A type II heterojunction α-Fe2O3/g-C3N4 for the heterogeneous photo-Fenton degradation of phenol

The heterogeneous photo-Fenton reaction is an effective method of chemical oxidation to remove phenol in wastewater with environmental friendliness and sustainability. Herein, the composite alpha-Fe2O3/g-C3N4, as a catalyst of the heterogeneous photo-Fenton reaction, has been synthesized by hydrothermal-calcination method using the abundant and low-cost FeCl3 center dot 6H(2)O and g-C3N4 as raw materials. The influence of the annealing temperature during calcination was also investigated. The UV-Vis diffuse reflectance spectra of samples show that the composite alpha-Fe2O3/g-C3N4 possesses the widest light response range.
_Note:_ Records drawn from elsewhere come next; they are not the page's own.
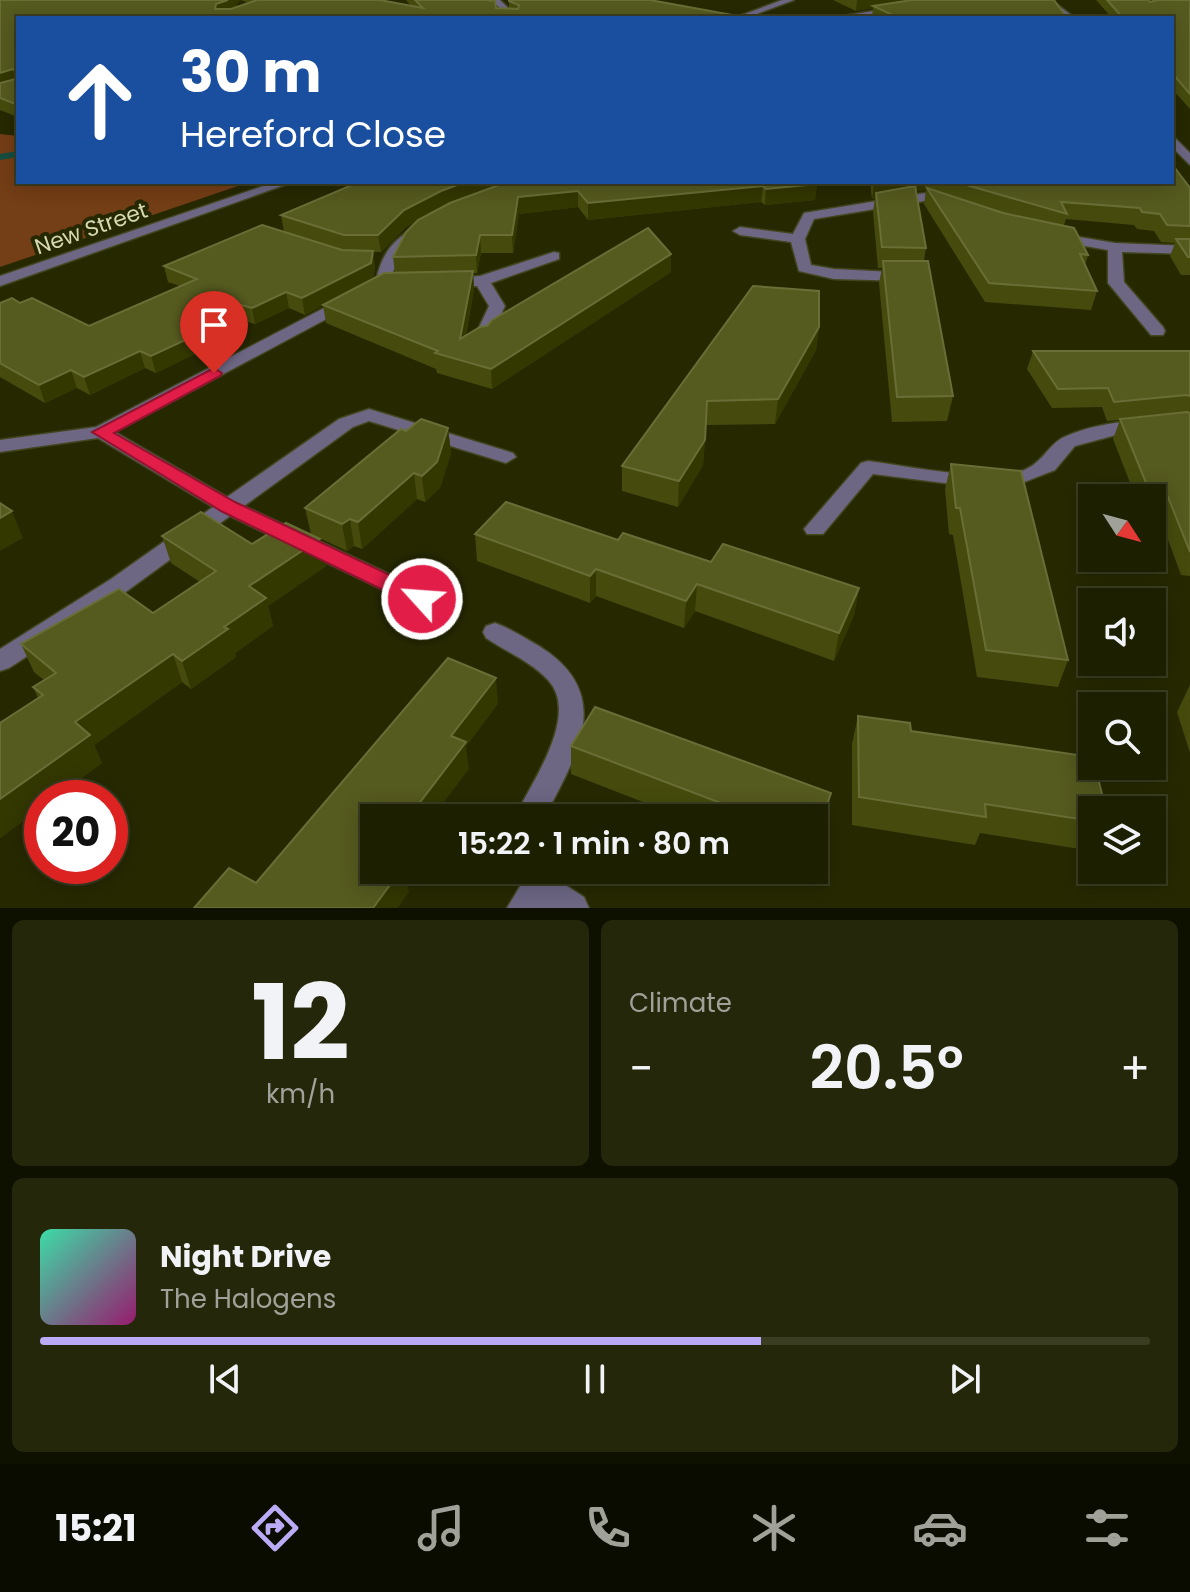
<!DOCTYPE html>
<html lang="en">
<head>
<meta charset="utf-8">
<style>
	:root { --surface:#1c1f00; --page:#25270a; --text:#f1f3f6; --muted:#a0a299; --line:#3a3d22; --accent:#bbaaf6 }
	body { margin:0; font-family:Poppins,sans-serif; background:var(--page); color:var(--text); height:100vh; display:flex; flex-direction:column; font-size:30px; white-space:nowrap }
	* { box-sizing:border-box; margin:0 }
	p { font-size:26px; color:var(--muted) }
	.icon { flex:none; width:44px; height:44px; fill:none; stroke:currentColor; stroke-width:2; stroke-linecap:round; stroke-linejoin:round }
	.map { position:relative; height:908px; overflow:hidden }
	.side { display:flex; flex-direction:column; gap:12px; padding:12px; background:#0f1100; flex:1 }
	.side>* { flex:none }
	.top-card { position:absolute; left:16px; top:16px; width:1158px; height:168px; border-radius:0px; box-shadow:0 4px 20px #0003,0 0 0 2px var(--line); background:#1a4fa0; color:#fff; overflow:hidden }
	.needle { width:52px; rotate:126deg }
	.tools { position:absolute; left:1078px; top:484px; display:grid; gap:16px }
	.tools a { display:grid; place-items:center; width:88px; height:88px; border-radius:0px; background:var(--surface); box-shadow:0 4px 20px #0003,0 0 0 2px var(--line); font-size:40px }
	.speed { position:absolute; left:24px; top:780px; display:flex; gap:16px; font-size:40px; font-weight:700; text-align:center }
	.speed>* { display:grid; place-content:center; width:104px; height:104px; border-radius:50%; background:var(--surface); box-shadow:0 4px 20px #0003,0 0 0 2px var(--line); line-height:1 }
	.speed .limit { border:12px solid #d22; background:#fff; color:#111 }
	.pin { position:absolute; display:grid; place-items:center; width:68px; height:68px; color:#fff; margin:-82px -34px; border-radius:50% 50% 50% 0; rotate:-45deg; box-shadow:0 0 8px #0007 }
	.pin .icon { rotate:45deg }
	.me { position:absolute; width:88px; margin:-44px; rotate:296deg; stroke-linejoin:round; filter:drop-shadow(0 0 6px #0008) }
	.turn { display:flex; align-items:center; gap:28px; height:168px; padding:0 32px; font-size:36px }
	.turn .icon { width:104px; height:104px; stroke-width:2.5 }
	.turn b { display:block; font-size:56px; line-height:68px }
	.big { font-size:60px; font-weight:600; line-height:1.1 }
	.side .tile { flex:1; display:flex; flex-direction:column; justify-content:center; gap:12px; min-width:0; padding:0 28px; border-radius:12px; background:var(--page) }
	.side .dial { align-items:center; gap:0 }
	.dial b { font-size:104px; line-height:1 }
	.song { display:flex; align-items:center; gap:24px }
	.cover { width:96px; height:96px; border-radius:12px; background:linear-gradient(135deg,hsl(160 70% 55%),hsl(320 70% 35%)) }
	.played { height:8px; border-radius:4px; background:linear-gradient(90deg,var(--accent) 65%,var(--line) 65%) }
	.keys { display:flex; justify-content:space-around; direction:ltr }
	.heat { display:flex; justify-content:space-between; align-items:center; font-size:44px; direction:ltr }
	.side .tiles { flex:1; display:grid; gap:12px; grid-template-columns:1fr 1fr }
	.tile:last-child { grid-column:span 2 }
	.trip { position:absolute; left:360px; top:804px; width:468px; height:80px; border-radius:0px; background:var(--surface); box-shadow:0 4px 20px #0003,0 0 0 2px var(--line); font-weight:600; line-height:80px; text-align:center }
	.tabs { display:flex; height:128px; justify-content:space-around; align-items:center; background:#0b0c00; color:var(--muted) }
	.tabs .icon { width:56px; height:56px }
	.tabs .selected { color:var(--accent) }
	.tabs b { font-size:36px; color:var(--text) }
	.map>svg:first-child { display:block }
</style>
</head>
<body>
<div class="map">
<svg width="1190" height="908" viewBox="0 0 1190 908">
	<rect width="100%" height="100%" fill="#262900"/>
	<polygon fill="#743e16" points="0,134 18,136 18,182 224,182 238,186 0,267"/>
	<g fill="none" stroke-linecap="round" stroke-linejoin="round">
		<polygon fill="#144e40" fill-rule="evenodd" points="18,151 18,157 0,160 0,154"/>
		<defs>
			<g id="minor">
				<polygon points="491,0 500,0 508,8 505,14 517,18 497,17 500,8"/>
				<polygon points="782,0 794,0 746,18 734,18"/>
				<polygon points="939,0 959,0 852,18 831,18"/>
				<polygon points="1042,0 1051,0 1075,18 1066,18"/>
				<polygon points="1172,135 1190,153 1190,165 1172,147"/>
				<polygon points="275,182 293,182 0,286 0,276"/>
				<polygon points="925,193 958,206 951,210 924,201 814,219 805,239 811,265 834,269 912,273 912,279 907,281 834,279 799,271 791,242 740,235 733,231 740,227 793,234 804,213"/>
				<path d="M422 226 429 230 400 253 388 286 115 432 227 497 339 419 369 409 513 453 516 457 506 463 369 421 353 427 244 506 430 593 434 599 430 605 422 607 414 605 230 516 127 591 9 668 0 671V649L111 579 213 507 98 438 0 452V440L96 427 376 281C381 254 396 234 422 226Z"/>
				<polygon points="1055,233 1115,243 1190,246 1190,254 1122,252 1124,282 1163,327 1165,331 1163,335 1151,335 1108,283 1108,250 1050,240 1050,234"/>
				<polygon points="554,252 559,253 559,259 491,283 505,306 488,342 476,342 474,338 489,306 477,286 447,287 439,282 442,279 480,276"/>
				<path d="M1179 417 1190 420V432L1179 429 1120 434 1075 446 1055 470 1014 486 952 484 873 474 823 534H807L804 529 861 463 868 461C913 467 963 478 1009 474 1042 470 1045 446 1064 437 1099 421 1141 420 1179 417Z"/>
				<path d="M495 623C510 628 525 638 539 646 616 694 577 755 544 818H514C530 785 581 715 548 680 531 662 507 652 486 638L483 632 486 626Z"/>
				<polygon points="519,870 549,870 551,876 584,897 589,908 507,908 522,883"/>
			</g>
		</defs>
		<use href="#minor" stroke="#42451d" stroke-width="3"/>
		<use href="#minor" fill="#6d6784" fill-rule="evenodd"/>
	</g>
	<g fill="#464b0d" fill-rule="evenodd">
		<path d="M0 0H380L411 6 406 0H489L496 8 509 9V0L749 18H18V117L0 110ZM241 0 248 3 237 7 236 4Z"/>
		<polygon points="833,0 1054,0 1067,18 872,18 873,8 856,11"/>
		<polygon points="1096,0 1148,0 1150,2 1152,1 1151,0 1190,0 1190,109 1172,89 1172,18 1112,18"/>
		<path d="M359 182H817L815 200 765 205 761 202 588 220 578 207 519 214 513 253H481L477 273H473L474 289 466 335 487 326 671 272 492 389 437 373 436 369 326 323 323 305 305 315 289 308 255 324 222 315 213 345 156 373 145 368 90 395 77 388 45 403 0 377V303H20L89 326 180 286 168 282 164 266 284 232 281 215ZM443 207 393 257 395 273 373 279 375 267 373 252H381L406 227Z"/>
		<polygon points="870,182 1172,182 1190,188 1190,275 1181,275 1170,256 1175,243 1161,242 1154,231 1137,229 1134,225 1066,219 1064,225 1088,255 1085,265 1097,291 1091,310 985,302 924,204 926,190 916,191 926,248 924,261 953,396 947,421 892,422 879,283 882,268 878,268 873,212 875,198 872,199"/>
		<polygon points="753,286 819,327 816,350 775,424 706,425 703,465 678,507 622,491 622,466"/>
		<polygon points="1033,351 1190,351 1190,576 1181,575 1160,518 1152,517 1152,498 1136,498 1113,439 1120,420 1107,421 1102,407 1052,408 1027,369"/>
		<polygon points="448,428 451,453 440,488 425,502 417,499 362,549 354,546 347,551 311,534 305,508 406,431"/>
		<polygon points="951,464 1068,660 1058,687 977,677 953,535 949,534 945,489"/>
		<polygon points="475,534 618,540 711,562 859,588 854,615 834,661 695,611 684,628 596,596 590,603 477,561"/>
		<polygon points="162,536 252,544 326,566 268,606 273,626 235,653 236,657 191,689 182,682 94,745 102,763 0,838 0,723 38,698 33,687 44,680 34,672 21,644 153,613 200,582 171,563"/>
		<polygon points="1190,685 1190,753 1177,712"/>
		<polygon points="858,716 911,731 1092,821 1092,851 980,833 975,845 852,825 852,744"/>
		<polygon points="571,746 831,793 825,821 814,853 814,818 684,818 571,774"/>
	</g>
	<g fill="#333700">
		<polygon points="228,0 241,0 236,4 237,9 215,9 216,4"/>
		<polygon points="857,0 921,0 873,6 873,8 856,11"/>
		<polygon points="13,69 17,82 0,88 0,73"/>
		<polygon points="465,182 510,182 442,207 406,227 381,252 378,235 404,210 441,191"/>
		<polygon points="878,182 911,182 909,193 876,193 875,198 872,199 874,183"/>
		<polygon points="918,182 927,182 926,190 916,191"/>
		<polygon points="817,184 815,200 765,205 766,189"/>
		<polygon points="763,186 761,202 588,220 588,203"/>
		<polygon points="578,191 578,207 519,214 513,253 512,235 518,197"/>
		<polygon points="480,235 481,253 477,273 476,255"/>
		<polygon points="373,251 375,267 373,279 305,315 302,298"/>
		<polygon points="671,254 671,272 492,389 491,369"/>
		<polygon points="473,271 474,289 461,358 460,339"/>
		<polygon points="286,292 289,308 255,324 252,308"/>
		<polygon points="219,299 222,315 213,345 156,373 151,356"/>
		<polygon points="819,327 816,350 775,424 778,399"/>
		<polygon points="140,351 145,368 90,395 84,377"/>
		<polygon points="71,370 77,388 45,403 39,385"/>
		<polygon points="448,428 451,453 440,488 425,502 422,476"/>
		<polygon points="705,440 703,465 678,507 679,481"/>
		<polygon points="414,473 417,499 362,549 358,522"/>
		<polygon points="12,511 23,538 0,551 0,518"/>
		<polygon points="350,519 354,546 347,551 342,524"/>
		<polygon points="320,539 326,566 268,606 273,626 235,653 236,657 191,689 182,661 224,627 249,586"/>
		<polygon points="596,569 596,596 590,603 590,576"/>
		<polygon points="697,584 695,611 684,628 686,601"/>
		<polygon points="859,588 854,615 834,661 839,633"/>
		<polygon points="173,654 182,682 94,745 102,763 55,798 42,798 42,807 0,838 0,799 75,722"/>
		<polygon points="496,678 498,704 466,747 469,769 432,818 408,818 451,736"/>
		<polygon points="831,793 825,821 814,853 815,839"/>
		<polygon points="401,870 405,870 409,892 398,908 373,908"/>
	</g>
	<g fill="#555a1f" stroke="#696e36" stroke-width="2">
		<polygon points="0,0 228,0 216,4 215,9 231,9 257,0 380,0 423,8 415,0 489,0 490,1 495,0 496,8 518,9 519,5 509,1 509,0 650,0 749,18 18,18 18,105 0,98 0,83 16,79 17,72 13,69 0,73"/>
		<polygon points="912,0 1054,0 1067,18 899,18 873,6"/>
		<polygon points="1107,0 1148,0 1150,2 1157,0 1190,0 1190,94 1172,73 1172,18 1123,18"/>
		<polygon points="1172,164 1190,188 1190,226 1167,225 1160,214 1142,212 1140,208 1061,202 1067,214 956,182 1172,182"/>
		<polygon points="359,182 465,182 441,191 404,210 378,235 344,235 281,215"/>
		<polygon points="507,182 817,182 817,184 766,189 763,186 588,203 578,191 518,197 512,235 480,235 476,255 393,257 406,232 418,220 450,203"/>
		<polygon points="915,186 926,248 882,247 876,193"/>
		<polygon points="927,188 1003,213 1074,228 1088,255 1080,254 1097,291 989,283"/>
		<polygon points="262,225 342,250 373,251 371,263 302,298 286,292 252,308 219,299 209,329 151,356 140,351 84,377 71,370 39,385 0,363 0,303 12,298 20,303 32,298 89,326 197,279 164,266"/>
		<polygon points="648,228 671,254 491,369 435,353 438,351 323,305 384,273 473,271 460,339 480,327 487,326 492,320"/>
		<polygon points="1176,239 1190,239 1190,257 1188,257"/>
		<polygon points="883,261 928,261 953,396 897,397"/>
		<polygon points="753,286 819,291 819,327 778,399 707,401 705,440 679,481 622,466"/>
		<polygon points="1033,351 1190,351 1190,396 1186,395 1114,402 1108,388 1058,389"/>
		<polygon points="1187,412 1190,413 1190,552 1168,497 1151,495 1120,419"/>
		<polygon points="421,419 448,428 437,462 422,476 414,473 358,522 350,519 342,524 305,508 401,429 406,431"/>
		<polygon points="951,464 1021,471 1068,660 986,650 960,508 956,508"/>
		<polygon points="506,502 618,540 623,533 711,562 723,544 859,588 839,633 697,584 686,601 596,569 590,576 475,534"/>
		<polygon points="0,503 12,511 0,518"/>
		<polygon points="201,512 252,544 286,523 320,539 249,586 266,598 224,627 228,629 182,661 173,654 75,722 90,735 0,799 0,723 43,695 33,687 56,673 21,644 119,589 153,613 216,571 162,536"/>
		<polygon points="448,658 496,678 451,736 466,742 408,818 374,818 374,870 401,870 373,908 194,908 229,868 256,883"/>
		<polygon points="595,707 831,793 815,839 814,839 814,818 760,818 571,746"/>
		<polygon points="858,716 910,723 911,731 1092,757 1092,766 1095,766 1106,810 1092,810 1092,821 985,804 986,817 859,797"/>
	</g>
	<polygon fill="#e11d48" stroke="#92132f" stroke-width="2" points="214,368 222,373 220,376 114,433 235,502 430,594 433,599 430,605 414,605 221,511 92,432"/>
	<g text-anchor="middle" stroke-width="8" stroke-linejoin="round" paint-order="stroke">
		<g font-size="22" fill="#d4d9b4" stroke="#262900">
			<text transform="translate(91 228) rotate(-19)" y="8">New Street</text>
		</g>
	</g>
</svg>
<div class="tools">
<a><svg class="needle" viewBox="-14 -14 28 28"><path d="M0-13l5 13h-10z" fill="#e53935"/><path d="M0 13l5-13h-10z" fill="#a0a299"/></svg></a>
<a><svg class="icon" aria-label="sound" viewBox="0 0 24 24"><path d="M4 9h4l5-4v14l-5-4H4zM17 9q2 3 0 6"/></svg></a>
<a><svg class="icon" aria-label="search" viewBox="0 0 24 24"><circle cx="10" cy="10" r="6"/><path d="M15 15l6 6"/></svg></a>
<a><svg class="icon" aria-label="layers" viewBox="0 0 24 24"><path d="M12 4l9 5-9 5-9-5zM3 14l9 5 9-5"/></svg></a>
</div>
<div class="speed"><div class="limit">20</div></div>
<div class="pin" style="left:214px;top:373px;background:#d93025"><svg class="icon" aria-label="arrive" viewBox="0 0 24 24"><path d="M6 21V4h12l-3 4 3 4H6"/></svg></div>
<svg class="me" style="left:422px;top:599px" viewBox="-20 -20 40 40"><circle r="17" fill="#e11d48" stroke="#fff" stroke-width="3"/><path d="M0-11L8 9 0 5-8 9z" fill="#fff"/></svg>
<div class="trip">15:22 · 1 min · 80 m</div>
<div class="top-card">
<div class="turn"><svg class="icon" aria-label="ahead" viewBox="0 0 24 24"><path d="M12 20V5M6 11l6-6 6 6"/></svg><div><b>30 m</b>Hereford Close</div></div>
</div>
</div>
<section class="side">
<div class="tiles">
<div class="tile dial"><b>12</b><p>km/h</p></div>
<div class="tile"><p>Climate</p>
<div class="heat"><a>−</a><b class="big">20.5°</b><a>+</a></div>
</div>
<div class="tile">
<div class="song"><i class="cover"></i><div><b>Night Drive</b><p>The Halogens</p></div></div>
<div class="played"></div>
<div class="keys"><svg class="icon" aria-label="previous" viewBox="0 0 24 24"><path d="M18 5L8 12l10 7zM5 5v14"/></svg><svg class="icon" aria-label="pause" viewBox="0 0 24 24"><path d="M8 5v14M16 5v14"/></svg><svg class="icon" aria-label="next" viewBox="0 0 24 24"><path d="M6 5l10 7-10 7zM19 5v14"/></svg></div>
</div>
</div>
</section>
<nav class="tabs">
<b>15:21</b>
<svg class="icon selected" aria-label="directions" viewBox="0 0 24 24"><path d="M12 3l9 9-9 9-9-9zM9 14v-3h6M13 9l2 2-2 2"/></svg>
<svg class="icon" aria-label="music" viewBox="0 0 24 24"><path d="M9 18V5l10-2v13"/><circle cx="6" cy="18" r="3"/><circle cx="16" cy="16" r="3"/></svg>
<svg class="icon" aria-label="phone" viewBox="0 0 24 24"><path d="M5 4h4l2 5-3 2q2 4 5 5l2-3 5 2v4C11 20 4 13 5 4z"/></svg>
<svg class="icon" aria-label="climate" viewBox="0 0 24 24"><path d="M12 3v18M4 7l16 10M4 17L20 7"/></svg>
<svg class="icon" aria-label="car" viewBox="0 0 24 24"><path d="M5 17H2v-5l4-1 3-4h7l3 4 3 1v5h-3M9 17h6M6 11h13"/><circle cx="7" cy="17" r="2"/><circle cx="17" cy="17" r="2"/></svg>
<svg class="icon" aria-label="filters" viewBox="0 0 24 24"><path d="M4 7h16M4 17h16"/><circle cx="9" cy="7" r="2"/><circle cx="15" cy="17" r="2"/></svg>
</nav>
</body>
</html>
Furthermore, the transient photocurrent response curves demonstrated the strongest intensity of alpha-Fe2O3/g-C3N4. The annealed alpha-Fe2O3/g-C3N4 is indicative of the highest degradation efficiency in all samples due to the improvement of the charge transfer ability caused by the tight heterojunction structure. The results of the scavenger trapping experiments show that the hydroxyl radical was the main active species in degradation. Based on experimental results, a type II heterojunction should be built in the composite alpha-Fe2O3/g-C3N4, driving the photoelectrons transfer and migration by internal electronic field. This work provides a facile and new method to synthesize alpha-Fe2O3/g-C3N4 as an effective heterogeneous photo-Fenton catalyst for environmental remediation.

Automated summary

This study synthesized α-Fe2O3/g-C3N4 composite as a heterogeneous photo-Fenton catalyst using a hydrothermal-calcination method and investigated the influence of annealing temperature. The results showed that the annealed α-Fe2O3/g-C3N4 sample exhibited the highest degradation efficiency due to the improved charge transfer ability caused by the tight heterojunction structure.